* Aim of the exercise *
Take the listing that follows and copy it precisely.

* Input records *
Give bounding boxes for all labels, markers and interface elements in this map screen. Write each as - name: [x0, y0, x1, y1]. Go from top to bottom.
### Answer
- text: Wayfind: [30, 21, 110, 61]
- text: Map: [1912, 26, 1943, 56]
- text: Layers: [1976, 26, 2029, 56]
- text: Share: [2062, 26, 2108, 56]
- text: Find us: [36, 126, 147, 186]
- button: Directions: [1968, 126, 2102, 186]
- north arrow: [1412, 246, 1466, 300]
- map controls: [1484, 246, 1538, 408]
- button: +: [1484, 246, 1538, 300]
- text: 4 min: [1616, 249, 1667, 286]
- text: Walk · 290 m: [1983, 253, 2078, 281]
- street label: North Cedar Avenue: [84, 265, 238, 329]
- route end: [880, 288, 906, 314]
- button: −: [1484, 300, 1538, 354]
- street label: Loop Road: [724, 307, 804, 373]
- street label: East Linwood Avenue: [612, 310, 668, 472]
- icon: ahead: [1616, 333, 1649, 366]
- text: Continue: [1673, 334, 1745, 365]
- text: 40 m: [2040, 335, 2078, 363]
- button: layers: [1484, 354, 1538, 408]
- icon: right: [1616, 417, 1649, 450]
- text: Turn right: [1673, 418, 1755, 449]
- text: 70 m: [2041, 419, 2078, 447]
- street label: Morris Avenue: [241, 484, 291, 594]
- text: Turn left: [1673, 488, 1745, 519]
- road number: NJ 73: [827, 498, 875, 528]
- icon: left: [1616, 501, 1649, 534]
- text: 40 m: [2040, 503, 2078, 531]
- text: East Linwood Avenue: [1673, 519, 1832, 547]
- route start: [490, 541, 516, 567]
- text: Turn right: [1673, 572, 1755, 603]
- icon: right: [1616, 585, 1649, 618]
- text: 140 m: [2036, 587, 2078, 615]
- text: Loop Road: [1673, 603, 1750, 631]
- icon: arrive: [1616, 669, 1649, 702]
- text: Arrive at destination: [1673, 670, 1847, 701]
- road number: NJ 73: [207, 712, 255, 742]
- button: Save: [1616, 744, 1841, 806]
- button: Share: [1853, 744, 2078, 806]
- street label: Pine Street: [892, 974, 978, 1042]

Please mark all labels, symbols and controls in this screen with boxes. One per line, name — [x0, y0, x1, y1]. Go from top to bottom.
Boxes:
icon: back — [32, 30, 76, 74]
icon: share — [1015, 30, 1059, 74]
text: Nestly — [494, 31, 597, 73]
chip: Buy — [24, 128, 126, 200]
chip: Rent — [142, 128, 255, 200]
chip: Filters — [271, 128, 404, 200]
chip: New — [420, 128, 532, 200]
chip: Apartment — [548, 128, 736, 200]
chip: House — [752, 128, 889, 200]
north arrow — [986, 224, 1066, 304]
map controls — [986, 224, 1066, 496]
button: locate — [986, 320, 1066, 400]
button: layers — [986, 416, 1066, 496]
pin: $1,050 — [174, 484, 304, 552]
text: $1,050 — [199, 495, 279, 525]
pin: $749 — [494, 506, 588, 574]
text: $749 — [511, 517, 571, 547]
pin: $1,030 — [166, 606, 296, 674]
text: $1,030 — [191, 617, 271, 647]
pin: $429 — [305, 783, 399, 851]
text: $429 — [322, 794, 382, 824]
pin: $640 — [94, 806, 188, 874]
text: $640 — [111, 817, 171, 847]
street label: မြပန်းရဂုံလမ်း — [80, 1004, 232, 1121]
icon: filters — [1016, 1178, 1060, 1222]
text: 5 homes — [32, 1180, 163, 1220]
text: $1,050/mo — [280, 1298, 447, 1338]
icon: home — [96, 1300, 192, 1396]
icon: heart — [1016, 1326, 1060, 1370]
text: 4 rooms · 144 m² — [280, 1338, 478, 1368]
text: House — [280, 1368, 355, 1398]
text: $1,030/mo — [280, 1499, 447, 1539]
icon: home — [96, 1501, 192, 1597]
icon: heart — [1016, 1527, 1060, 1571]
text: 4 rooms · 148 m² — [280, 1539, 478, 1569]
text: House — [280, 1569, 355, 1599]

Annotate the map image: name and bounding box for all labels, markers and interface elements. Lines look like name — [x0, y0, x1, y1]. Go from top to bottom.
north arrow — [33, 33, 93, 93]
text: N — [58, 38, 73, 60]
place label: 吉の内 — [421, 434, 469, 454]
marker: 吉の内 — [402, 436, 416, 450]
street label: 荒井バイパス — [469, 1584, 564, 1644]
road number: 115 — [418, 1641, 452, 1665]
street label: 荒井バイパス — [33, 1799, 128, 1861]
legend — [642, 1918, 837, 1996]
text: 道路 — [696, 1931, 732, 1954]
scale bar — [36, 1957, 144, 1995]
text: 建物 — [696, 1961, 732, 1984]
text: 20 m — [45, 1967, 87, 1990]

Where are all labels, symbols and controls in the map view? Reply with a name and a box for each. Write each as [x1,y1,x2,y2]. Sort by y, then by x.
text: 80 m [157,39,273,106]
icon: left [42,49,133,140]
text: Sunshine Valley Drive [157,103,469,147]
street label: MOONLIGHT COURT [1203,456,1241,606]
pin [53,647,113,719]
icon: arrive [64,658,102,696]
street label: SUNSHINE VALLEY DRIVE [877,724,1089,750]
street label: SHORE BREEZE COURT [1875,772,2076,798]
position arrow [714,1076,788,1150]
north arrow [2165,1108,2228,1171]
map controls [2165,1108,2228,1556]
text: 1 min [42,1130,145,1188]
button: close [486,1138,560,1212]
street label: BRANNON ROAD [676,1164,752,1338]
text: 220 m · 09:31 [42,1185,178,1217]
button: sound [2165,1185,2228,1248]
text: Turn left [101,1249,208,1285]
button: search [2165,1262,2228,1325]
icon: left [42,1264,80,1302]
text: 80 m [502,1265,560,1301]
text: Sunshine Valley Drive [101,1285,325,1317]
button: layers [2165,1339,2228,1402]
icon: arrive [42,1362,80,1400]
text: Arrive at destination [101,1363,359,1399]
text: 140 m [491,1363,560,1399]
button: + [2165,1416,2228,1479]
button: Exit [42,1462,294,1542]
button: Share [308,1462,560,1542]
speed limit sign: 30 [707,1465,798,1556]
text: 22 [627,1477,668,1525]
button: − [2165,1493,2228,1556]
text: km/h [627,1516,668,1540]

* Output of the task *
Give bounding boxes for all labels, markers and interface elements in this map screen. Write each as - name: [x0, y0, x1, y1]. Go from top to bottom.
### Answer
- text: Wayfind: [30, 21, 110, 61]
- text: Map: [1912, 26, 1943, 56]
- text: Layers: [1976, 26, 2029, 56]
- text: Share: [2062, 26, 2108, 56]
- text: Find us: [36, 126, 147, 186]
- button: Directions: [1968, 126, 2102, 186]
- north arrow: [1412, 246, 1466, 300]
- map controls: [1484, 246, 1538, 408]
- button: +: [1484, 246, 1538, 300]
- text: 4 min: [1616, 249, 1667, 286]
- text: Walk · 290 m: [1983, 253, 2078, 281]
- street label: North Cedar Avenue: [84, 265, 238, 329]
- route end: [880, 288, 906, 314]
- button: −: [1484, 300, 1538, 354]
- street label: Loop Road: [724, 307, 804, 373]
- street label: East Linwood Avenue: [612, 310, 668, 472]
- icon: ahead: [1616, 333, 1649, 366]
- text: Continue: [1673, 334, 1745, 365]
- text: 40 m: [2040, 335, 2078, 363]
- button: layers: [1484, 354, 1538, 408]
- icon: right: [1616, 417, 1649, 450]
- text: Turn right: [1673, 418, 1755, 449]
- text: 70 m: [2041, 419, 2078, 447]
- street label: Morris Avenue: [241, 484, 291, 594]
- text: Turn left: [1673, 488, 1745, 519]
- road number: NJ 73: [827, 498, 875, 528]
- icon: left: [1616, 501, 1649, 534]
- text: 40 m: [2040, 503, 2078, 531]
- text: East Linwood Avenue: [1673, 519, 1832, 547]
- route start: [490, 541, 516, 567]
- text: Turn right: [1673, 572, 1755, 603]
- icon: right: [1616, 585, 1649, 618]
- text: 140 m: [2036, 587, 2078, 615]
- text: Loop Road: [1673, 603, 1750, 631]
- icon: arrive: [1616, 669, 1649, 702]
- text: Arrive at destination: [1673, 670, 1847, 701]
- road number: NJ 73: [207, 712, 255, 742]
- button: Save: [1616, 744, 1841, 806]
- button: Share: [1853, 744, 2078, 806]
- street label: Pine Street: [892, 974, 978, 1042]

Please mark all labels, symbols and controls in this screen with boxes. One per line, name — [x0, y0, x1, y1]. Go from top to bottom.
Boxes:
icon: back — [32, 30, 76, 74]
icon: share — [1015, 30, 1059, 74]
text: Nestly — [494, 31, 597, 73]
chip: Buy — [24, 128, 126, 200]
chip: Rent — [142, 128, 255, 200]
chip: Filters — [271, 128, 404, 200]
chip: New — [420, 128, 532, 200]
chip: Apartment — [548, 128, 736, 200]
chip: House — [752, 128, 889, 200]
north arrow — [986, 224, 1066, 304]
map controls — [986, 224, 1066, 496]
button: locate — [986, 320, 1066, 400]
button: layers — [986, 416, 1066, 496]
pin: $1,050 — [174, 484, 304, 552]
text: $1,050 — [199, 495, 279, 525]
pin: $749 — [494, 506, 588, 574]
text: $749 — [511, 517, 571, 547]
pin: $1,030 — [166, 606, 296, 674]
text: $1,030 — [191, 617, 271, 647]
pin: $429 — [305, 783, 399, 851]
text: $429 — [322, 794, 382, 824]
pin: $640 — [94, 806, 188, 874]
text: $640 — [111, 817, 171, 847]
street label: မြပန်းရဂုံလမ်း — [80, 1004, 232, 1121]
icon: filters — [1016, 1178, 1060, 1222]
text: 5 homes — [32, 1180, 163, 1220]
text: $1,050/mo — [280, 1298, 447, 1338]
icon: home — [96, 1300, 192, 1396]
icon: heart — [1016, 1326, 1060, 1370]
text: 4 rooms · 144 m² — [280, 1338, 478, 1368]
text: House — [280, 1368, 355, 1398]
text: $1,030/mo — [280, 1499, 447, 1539]
icon: home — [96, 1501, 192, 1597]
icon: heart — [1016, 1527, 1060, 1571]
text: 4 rooms · 148 m² — [280, 1539, 478, 1569]
text: House — [280, 1569, 355, 1599]

Annotate the map image: name and bounding box for all labels, markers and interface elements. Lines look like name — [x0, y0, x1, y1]. Go from top to bottom.
north arrow — [33, 33, 93, 93]
text: N — [58, 38, 73, 60]
place label: 吉の内 — [421, 434, 469, 454]
marker: 吉の内 — [402, 436, 416, 450]
street label: 荒井バイパス — [469, 1584, 564, 1644]
road number: 115 — [418, 1641, 452, 1665]
street label: 荒井バイパス — [33, 1799, 128, 1861]
legend — [642, 1918, 837, 1996]
text: 道路 — [696, 1931, 732, 1954]
scale bar — [36, 1957, 144, 1995]
text: 建物 — [696, 1961, 732, 1984]
text: 20 m — [45, 1967, 87, 1990]

Where are all labels, symbols and controls in the map view? Reply with a name and a box for each. Write each as [x1,y1,x2,y2]. Sort by y, then by x.
text: 80 m [157,39,273,106]
icon: left [42,49,133,140]
text: Sunshine Valley Drive [157,103,469,147]
street label: MOONLIGHT COURT [1203,456,1241,606]
pin [53,647,113,719]
icon: arrive [64,658,102,696]
street label: SUNSHINE VALLEY DRIVE [877,724,1089,750]
street label: SHORE BREEZE COURT [1875,772,2076,798]
position arrow [714,1076,788,1150]
north arrow [2165,1108,2228,1171]
map controls [2165,1108,2228,1556]
text: 1 min [42,1130,145,1188]
button: close [486,1138,560,1212]
street label: BRANNON ROAD [676,1164,752,1338]
text: 220 m · 09:31 [42,1185,178,1217]
button: sound [2165,1185,2228,1248]
text: Turn left [101,1249,208,1285]
button: search [2165,1262,2228,1325]
icon: left [42,1264,80,1302]
text: 80 m [502,1265,560,1301]
text: Sunshine Valley Drive [101,1285,325,1317]
button: layers [2165,1339,2228,1402]
icon: arrive [42,1362,80,1400]
text: Arrive at destination [101,1363,359,1399]
text: 140 m [491,1363,560,1399]
button: + [2165,1416,2228,1479]
button: Exit [42,1462,294,1542]
button: Share [308,1462,560,1542]
speed limit sign: 30 [707,1465,798,1556]
text: 22 [627,1477,668,1525]
button: − [2165,1493,2228,1556]
text: km/h [627,1516,668,1540]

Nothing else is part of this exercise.